The thing is that they overprice the cube, cause if do they not, the demand of it will probably be so hight that they will not be able to mod enough cubes... Same thing that happenned with the lubix elite..


----------



## drewsopchak (Aug 7, 2012)

I've never found lubix cubes to be as good as my own. It's probably not worth the 30 $ or whatever it costs.


----------



## Godmil (Aug 7, 2012)

Wow, too much money.
I'm sure it's a nice mod, but you can't justify that sort of price tag.


----------



## 5BLD (Aug 7, 2012)

Godmil said:


> Wow, too much money.
> I'm sure it's a nice mod, but you can't justify that sort of price tag.



The 'justification' is people will buy it. That is among reasons why the price is so high. With such a high price ther'll certainly be a lot of 'hype' like that of the old lubix elite.


----------



## Endgame (Aug 7, 2012)

TheGoldenBear said:


> Do you think its good?



My wallet said: "no."


----------



## benskoning (Aug 7, 2012)

Hmm. I will have to try it and compare it to the Skoning Zhanchi.


----------



## theace (Aug 7, 2012)

If you have an excess of $100 bills, then by all means, it's worth it.


----------



## Revoltechs (Nov 14, 2013)

*Lubix ZhanChi Elite*

I noticed that the LubixCube ZhanChi Elite costs a whopping $100, and I just wanted to know what mods it has, if anybody owns one. I know that it's a ZhaChi (obviously), and has Lubix silicone lube. I'd just like to know why it takes "6 hours to modify to perfection" and what mods it has.

Thanks.
- Revoltechs


----------



## Ninja Storm (Nov 14, 2013)

They do the basic mods to a Zhanchi(48pem, CPM, 48pcm), and make them perfect. And they lube the hell out of it. It's good, but ain't worth the price, in my opinion.


----------



## ianliu64 (Nov 14, 2013)

I could make an "Lubix Zhanchi Elite" for like 20 bucks.


----------



## Lchu613 (Nov 14, 2013)

I made a "Lubix Zhanchi Elite" for the price of a Zhanchi and Lubix. And I still have a tube of Lubix left over. And I get to do it MY way. 

Lubix is overpriced in general. Only buy their cubes if you seriously, seriously want either the prestige or are really lazy. The mods aren't that hard.


----------



## KonKaii (Nov 14, 2013)

Personally I don't recommend any modded cubes from online cubing stores.

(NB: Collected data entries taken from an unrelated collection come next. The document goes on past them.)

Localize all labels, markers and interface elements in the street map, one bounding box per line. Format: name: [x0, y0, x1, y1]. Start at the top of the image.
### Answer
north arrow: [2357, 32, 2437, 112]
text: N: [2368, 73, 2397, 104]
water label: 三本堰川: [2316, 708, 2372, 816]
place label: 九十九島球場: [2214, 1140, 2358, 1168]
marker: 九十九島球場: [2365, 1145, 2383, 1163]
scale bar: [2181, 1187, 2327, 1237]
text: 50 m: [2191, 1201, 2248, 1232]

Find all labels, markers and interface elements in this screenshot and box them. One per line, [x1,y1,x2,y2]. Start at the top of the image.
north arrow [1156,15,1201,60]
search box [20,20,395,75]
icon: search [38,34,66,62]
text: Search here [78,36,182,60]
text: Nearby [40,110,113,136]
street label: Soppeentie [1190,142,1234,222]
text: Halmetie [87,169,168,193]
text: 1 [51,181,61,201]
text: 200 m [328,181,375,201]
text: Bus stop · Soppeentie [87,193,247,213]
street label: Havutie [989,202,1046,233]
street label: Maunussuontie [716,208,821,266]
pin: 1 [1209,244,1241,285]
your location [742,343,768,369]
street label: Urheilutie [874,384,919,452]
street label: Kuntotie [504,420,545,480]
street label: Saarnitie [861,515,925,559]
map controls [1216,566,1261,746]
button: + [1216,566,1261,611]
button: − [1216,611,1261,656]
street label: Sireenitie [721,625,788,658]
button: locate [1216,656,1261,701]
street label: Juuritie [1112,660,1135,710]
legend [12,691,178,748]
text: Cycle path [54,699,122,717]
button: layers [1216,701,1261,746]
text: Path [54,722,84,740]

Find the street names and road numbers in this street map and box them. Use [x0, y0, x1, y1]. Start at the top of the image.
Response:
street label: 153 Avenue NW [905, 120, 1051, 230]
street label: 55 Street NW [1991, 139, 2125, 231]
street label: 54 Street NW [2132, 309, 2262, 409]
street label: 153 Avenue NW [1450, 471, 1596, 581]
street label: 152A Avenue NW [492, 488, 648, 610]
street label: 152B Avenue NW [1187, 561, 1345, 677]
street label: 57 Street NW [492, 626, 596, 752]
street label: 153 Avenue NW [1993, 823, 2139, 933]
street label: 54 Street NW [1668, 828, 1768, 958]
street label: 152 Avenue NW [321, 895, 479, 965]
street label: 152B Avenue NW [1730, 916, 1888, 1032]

If you break in your cube well enough, it should be as good or better then the ones being marketed.

When I got my Zhanchi, I did the 48 edge mod, CPM, and sanded down the corners....I didn't feel any difference.
The only thing that turned my cube from being clicky to buttery smooth was to tension it really tight and do 50+ dry solves on the cube. And by tight, I ment Rubiks brand tight..
After the solves, I re-tensioned it and lubed it with silicone/Maru mix and boom - you have a Wannabe-Lubix Zhanchi.


----------



## Lchu613 (Nov 14, 2013)

I would say get a stock Zhanchi. Lube the core, tension it. See if you like the clicky-ish feel, if you do, stop there and lube the pieces, keep in mind that'll make it faster and a bit smoother. If you think it's way too clicky, make it pretty tight and just do a bunch random moves on it, then retension it. It should be nicely broken in. You should also clean off the pieces off at this point. Then lube the pieces.
If you still want that little bit extra then do CPM before lubing the pieces. The other mods don't really do much, only the CPM seems to have much effect.


----------



## Blade8227 (Nov 14, 2013)

Uhh, I'm not sure what person would spend 100$ on a speedcube.


----------